╭─ Exercise input

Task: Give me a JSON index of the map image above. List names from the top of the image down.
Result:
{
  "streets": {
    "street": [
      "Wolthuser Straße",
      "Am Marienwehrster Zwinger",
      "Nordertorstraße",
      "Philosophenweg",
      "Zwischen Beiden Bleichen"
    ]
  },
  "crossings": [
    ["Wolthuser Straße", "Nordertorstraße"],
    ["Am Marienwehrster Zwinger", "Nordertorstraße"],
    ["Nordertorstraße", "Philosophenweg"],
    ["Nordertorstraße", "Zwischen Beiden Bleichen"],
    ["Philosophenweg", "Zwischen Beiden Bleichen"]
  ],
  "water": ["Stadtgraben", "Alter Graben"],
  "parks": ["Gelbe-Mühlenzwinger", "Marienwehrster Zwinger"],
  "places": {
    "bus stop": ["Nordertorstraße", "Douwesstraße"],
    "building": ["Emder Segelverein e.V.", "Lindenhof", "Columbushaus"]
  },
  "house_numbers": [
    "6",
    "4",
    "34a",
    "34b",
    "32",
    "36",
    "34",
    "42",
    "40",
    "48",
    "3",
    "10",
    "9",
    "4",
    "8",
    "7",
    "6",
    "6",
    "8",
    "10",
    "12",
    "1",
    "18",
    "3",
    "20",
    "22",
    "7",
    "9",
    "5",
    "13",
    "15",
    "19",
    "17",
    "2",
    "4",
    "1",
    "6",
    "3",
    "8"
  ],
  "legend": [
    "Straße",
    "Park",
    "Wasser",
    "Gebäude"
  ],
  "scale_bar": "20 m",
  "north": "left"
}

╰─

--- Work request ---
Work through the records line by line and tally those with the word "Philosophenweg". Report only the total.

--- Answer to this problem ---
3